Le problème de la pluralité se déplace alors : il devient désormais pluralité d'unités sociales différentes. Dans la mesure même où appartiennent à la même communauté tous les individus qui professent la même croyance (et à condition que cela soit possible), la pluralité ne peut plus en effet se manifester que par la différence qualitative entre les croyances (la différence quantitative, de taille, par exemple, n'a pas de sens dans cet ordre d'idées : une synagogue réunissant 10 juifs ou 1000 est toujours une synagogue). Nous ne pouvons plus définir la pluralité par un nombre quelconque d'entités similaires (comme dans nx, où x représenterait des éléments strictement semblables), mais nous sommes contraints de supposer que chaque occurrence de x (x1, x2, X3) présente un contenu différent des autres.
Comment, dès lors, caractériser la différence entre communautés de croyance ?
Il existe, de fait, deux types de différences qualitatives non réductibles : la première est définie par la positionalité dans un seul champ discursif; la seconde, par l'appartenance à des champs discursifs distincts.
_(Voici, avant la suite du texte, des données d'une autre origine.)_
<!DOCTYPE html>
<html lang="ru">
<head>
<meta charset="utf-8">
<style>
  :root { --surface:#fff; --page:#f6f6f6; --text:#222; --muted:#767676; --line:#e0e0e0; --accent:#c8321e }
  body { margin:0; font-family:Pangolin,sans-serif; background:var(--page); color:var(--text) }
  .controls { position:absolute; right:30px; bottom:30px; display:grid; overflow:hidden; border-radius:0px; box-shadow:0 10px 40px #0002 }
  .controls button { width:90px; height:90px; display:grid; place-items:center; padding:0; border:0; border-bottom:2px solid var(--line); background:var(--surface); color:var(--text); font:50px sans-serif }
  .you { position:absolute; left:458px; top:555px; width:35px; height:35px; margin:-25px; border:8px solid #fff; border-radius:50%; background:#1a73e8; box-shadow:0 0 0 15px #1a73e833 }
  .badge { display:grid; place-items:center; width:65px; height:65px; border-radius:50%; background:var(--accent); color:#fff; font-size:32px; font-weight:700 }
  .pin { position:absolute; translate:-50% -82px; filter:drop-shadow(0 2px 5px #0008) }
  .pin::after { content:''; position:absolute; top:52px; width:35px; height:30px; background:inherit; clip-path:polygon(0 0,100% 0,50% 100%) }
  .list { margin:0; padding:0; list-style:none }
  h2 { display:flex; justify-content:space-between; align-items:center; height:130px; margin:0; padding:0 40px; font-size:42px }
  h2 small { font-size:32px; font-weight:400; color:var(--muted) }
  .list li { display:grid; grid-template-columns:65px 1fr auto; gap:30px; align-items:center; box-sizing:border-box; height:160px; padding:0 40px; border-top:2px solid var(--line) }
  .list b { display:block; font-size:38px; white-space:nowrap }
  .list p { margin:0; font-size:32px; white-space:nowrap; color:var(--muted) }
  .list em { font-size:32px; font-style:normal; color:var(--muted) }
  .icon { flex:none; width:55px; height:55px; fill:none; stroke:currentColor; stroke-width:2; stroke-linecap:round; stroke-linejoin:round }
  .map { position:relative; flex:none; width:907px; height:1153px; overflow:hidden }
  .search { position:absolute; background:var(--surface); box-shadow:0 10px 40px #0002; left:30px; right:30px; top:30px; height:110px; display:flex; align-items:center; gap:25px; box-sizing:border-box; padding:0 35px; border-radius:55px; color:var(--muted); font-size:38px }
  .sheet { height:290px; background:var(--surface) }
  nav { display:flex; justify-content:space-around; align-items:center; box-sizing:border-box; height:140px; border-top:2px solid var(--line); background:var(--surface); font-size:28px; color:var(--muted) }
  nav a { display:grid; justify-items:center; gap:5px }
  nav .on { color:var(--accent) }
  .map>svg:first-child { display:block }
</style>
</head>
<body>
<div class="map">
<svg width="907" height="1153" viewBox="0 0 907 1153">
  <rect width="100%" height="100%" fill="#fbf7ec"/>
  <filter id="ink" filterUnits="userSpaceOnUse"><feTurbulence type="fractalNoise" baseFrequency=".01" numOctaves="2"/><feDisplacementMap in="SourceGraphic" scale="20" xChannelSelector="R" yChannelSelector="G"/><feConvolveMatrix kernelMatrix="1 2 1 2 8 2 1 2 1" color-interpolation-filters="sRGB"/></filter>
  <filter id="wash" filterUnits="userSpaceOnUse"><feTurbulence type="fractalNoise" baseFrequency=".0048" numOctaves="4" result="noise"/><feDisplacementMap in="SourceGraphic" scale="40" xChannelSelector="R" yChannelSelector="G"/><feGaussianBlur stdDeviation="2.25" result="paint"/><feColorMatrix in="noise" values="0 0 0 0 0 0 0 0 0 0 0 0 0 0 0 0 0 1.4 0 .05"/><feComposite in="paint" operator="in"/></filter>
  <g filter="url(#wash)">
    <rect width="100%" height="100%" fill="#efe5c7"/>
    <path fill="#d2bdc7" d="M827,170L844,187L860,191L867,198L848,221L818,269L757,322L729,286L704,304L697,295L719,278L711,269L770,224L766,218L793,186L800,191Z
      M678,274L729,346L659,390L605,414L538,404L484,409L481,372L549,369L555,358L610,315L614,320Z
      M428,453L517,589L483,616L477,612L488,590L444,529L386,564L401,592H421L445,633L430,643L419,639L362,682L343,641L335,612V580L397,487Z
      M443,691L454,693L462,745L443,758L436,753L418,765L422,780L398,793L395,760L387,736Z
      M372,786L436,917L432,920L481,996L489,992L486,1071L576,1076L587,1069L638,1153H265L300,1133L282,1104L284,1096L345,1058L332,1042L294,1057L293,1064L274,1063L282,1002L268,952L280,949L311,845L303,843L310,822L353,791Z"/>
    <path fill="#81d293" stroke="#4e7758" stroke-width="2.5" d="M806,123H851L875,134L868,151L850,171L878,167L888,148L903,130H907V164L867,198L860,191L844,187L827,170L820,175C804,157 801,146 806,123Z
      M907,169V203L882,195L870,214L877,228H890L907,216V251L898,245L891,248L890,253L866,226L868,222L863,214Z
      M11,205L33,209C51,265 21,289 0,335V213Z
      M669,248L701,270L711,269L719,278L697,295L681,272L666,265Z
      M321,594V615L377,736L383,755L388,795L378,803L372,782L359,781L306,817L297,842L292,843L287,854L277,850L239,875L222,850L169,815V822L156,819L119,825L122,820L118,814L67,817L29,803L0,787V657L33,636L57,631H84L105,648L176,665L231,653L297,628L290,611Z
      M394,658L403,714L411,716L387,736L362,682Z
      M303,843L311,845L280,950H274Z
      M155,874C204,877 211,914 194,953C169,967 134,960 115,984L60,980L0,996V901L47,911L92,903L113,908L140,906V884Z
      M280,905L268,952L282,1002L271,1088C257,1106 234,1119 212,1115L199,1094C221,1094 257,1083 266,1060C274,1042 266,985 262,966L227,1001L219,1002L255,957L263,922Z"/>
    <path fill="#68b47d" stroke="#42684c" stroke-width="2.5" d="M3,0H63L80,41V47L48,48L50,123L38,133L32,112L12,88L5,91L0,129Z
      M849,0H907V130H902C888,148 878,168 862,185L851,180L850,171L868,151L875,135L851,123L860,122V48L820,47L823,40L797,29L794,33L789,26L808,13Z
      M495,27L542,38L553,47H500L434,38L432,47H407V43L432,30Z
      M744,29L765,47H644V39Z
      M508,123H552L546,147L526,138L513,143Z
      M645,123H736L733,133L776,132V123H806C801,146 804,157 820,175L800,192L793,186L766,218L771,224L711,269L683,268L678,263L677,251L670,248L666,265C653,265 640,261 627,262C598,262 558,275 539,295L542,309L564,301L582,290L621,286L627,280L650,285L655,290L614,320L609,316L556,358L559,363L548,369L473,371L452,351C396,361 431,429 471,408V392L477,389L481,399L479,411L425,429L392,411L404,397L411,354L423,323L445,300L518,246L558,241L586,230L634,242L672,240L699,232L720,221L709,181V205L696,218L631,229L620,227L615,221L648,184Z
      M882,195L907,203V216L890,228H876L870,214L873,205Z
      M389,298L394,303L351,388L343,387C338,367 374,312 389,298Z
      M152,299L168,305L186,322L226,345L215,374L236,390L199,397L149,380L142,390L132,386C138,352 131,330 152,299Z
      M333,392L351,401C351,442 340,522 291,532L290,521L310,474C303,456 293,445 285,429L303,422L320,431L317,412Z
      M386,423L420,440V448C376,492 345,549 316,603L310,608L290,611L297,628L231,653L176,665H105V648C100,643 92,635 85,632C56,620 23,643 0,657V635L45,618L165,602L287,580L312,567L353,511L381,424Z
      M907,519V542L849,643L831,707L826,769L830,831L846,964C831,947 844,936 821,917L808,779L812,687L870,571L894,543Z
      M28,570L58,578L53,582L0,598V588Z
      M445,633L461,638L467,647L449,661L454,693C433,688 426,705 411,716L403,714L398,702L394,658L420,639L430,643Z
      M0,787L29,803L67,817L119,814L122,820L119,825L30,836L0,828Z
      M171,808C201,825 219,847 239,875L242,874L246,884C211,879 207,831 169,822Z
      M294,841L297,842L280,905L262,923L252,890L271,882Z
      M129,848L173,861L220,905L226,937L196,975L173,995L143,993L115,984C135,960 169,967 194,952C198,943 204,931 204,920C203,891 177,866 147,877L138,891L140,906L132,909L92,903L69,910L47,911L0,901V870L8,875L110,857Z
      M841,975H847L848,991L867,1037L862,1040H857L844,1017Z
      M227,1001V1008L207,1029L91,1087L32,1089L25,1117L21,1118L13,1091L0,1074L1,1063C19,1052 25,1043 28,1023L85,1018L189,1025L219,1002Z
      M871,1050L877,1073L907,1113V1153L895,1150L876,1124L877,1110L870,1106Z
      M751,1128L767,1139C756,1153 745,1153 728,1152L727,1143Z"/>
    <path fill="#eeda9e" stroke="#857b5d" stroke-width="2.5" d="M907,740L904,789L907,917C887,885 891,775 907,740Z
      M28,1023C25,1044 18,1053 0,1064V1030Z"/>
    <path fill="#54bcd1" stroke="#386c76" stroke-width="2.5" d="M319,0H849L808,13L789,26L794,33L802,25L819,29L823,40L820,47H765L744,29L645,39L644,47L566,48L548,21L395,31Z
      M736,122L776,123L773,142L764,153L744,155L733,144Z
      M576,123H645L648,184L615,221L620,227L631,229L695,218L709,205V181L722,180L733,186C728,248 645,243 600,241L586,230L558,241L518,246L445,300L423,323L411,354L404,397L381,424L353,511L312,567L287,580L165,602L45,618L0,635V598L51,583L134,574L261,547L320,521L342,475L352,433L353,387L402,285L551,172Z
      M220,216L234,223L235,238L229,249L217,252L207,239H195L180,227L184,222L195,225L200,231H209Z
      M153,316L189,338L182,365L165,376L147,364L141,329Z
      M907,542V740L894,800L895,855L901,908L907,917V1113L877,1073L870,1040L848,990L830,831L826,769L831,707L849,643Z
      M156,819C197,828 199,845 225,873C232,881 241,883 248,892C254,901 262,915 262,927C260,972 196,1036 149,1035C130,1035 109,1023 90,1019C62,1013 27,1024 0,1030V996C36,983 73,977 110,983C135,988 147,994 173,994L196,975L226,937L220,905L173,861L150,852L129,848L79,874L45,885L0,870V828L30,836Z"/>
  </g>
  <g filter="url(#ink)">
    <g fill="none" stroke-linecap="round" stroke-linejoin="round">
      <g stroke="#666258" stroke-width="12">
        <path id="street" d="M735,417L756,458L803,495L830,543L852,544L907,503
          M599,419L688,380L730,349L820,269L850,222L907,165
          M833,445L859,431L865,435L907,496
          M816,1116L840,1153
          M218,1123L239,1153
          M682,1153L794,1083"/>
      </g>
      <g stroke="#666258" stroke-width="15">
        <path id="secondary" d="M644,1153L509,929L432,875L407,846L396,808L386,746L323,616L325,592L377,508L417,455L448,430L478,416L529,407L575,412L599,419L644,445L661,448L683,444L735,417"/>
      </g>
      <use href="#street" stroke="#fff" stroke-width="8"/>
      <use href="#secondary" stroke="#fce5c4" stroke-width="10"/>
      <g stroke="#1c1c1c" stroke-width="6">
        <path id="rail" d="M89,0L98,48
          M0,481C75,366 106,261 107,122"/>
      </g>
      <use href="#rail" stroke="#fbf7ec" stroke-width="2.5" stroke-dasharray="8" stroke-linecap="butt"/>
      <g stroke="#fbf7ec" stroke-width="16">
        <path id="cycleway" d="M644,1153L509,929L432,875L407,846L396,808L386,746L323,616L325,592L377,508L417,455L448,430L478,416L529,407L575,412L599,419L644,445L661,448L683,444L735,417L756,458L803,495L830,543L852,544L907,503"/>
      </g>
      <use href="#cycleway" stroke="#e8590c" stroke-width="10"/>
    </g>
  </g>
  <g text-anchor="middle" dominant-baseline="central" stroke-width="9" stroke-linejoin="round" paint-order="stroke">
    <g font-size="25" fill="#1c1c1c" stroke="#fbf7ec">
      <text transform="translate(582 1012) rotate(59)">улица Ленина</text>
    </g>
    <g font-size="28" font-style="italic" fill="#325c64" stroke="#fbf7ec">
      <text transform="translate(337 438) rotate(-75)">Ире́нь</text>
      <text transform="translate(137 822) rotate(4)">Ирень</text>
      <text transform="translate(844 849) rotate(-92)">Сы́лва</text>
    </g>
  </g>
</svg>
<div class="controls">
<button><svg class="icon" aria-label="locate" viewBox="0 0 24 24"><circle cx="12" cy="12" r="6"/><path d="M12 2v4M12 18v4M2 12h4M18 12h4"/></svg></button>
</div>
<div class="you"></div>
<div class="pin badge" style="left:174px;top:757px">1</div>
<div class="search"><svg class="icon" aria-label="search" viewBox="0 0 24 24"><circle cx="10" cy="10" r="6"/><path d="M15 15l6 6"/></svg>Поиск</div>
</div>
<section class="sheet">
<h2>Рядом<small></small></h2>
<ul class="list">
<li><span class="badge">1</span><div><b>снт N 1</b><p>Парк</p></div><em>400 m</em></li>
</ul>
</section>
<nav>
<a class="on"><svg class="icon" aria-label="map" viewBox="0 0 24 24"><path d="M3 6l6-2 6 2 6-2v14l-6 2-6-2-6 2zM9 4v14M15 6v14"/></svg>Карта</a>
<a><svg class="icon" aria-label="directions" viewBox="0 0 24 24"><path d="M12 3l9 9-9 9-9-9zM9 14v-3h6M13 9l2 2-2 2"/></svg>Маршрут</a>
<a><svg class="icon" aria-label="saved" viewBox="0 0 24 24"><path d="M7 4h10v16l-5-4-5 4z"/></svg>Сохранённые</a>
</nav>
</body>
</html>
Concernant les champs discursifs distincts, où bien ils communiquent entre eux -et dans ce cas, constituent de plus grands champs discursifs-, ou bien ils ne communiquent pas. Mais s'ils ne communiquent pas (et là Luhmann a sans doute raison), on ne peut parler de société,ni a fortiori de démocratie.
Un problème est plutôt d'observer le mouvement par lequel s'établit une communication, et de comprendre comment, du même coup, d'anciennes différences incommensurables et incommunicables deviennent des positionalités dans un champ discursif plus vaste.
Un deuxième problème est de se décider pour le champ discursif que l'on considérera comme l'arène de pluralité la plus légitime en rapport avec la société-monde.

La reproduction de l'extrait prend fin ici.